◆ EXERCISE DIRECTIONS ◆
In the records that follow, show each line where the word "canvas" is present.

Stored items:

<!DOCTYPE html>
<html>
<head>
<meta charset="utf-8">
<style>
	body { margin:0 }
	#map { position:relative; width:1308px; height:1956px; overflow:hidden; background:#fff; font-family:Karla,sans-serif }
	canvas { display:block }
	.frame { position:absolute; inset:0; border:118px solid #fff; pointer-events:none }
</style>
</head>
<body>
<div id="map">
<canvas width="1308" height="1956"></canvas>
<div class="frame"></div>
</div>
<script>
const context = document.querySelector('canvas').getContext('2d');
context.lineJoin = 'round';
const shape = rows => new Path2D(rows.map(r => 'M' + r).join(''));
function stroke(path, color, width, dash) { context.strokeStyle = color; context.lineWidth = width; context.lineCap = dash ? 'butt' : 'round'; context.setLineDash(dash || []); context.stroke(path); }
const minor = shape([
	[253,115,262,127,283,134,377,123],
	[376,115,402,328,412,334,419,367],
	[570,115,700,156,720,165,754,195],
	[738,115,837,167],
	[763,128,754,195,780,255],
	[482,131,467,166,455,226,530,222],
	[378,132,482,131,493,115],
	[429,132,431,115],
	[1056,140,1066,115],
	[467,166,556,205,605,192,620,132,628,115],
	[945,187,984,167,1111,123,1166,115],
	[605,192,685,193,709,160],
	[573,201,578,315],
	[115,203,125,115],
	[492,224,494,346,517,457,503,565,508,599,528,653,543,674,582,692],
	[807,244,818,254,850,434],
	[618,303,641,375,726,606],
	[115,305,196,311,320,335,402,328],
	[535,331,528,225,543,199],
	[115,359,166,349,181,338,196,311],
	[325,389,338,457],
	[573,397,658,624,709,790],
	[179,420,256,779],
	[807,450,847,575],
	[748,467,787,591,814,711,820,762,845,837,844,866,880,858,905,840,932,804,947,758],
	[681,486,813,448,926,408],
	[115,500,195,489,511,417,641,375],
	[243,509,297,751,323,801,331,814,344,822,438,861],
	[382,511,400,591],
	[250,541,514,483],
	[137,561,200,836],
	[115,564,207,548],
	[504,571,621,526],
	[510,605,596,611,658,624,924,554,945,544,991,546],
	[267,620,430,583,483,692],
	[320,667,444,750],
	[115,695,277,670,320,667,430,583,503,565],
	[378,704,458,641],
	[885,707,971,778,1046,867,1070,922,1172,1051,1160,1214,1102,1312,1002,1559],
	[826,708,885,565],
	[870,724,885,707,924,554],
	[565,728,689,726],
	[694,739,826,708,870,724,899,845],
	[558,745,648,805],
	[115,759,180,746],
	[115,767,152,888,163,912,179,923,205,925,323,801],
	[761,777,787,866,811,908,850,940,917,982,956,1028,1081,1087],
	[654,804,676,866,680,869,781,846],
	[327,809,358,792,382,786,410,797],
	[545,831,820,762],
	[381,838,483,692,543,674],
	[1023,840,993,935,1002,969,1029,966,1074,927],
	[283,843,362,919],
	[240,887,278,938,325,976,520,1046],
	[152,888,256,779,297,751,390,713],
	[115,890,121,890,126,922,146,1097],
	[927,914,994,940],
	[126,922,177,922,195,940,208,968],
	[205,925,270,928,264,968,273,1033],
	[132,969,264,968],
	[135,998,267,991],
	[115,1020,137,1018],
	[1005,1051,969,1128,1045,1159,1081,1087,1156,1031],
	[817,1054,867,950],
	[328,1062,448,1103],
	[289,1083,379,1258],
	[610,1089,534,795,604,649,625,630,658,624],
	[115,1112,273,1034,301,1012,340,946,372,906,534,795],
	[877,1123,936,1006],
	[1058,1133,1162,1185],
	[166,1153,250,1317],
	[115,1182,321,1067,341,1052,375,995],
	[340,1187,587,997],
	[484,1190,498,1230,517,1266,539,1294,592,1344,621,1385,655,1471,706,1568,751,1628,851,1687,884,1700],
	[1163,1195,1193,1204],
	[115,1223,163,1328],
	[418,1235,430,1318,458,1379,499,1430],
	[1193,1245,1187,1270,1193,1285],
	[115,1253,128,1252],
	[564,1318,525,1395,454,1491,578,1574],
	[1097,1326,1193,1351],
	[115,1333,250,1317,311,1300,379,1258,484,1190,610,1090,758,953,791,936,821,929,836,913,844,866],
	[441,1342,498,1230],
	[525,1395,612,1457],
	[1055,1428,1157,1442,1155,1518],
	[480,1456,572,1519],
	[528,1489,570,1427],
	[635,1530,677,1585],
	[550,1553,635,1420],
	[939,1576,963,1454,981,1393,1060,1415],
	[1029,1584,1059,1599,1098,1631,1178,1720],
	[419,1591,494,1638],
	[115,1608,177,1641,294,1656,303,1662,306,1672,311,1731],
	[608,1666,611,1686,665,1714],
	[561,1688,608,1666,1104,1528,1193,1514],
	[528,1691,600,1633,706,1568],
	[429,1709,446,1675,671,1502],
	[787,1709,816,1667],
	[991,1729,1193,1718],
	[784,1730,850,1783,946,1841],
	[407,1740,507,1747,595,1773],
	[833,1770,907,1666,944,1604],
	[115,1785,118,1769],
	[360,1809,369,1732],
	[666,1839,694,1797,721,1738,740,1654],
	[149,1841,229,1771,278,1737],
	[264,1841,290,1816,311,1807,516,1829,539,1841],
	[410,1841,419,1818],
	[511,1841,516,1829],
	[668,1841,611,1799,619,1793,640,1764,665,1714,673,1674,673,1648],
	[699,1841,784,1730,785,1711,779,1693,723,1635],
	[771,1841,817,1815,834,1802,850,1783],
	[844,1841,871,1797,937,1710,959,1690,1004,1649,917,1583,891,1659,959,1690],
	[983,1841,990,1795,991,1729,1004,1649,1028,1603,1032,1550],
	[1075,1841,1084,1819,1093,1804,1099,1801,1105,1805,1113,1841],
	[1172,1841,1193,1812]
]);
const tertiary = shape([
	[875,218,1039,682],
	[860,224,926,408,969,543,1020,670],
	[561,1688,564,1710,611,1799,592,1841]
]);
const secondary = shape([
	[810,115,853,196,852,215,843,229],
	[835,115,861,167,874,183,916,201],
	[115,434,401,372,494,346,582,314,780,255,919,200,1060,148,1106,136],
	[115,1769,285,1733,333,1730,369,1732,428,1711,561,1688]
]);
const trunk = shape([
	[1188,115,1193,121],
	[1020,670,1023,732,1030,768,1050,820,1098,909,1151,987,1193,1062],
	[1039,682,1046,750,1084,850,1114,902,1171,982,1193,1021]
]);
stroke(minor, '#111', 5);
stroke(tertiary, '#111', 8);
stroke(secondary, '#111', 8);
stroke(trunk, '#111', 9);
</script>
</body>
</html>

◆ FINISHED EXERCISE ◆
	canvas { display:block }
<canvas width="1308" height="1956"></canvas>
const context = document.querySelector('canvas').getContext('2d');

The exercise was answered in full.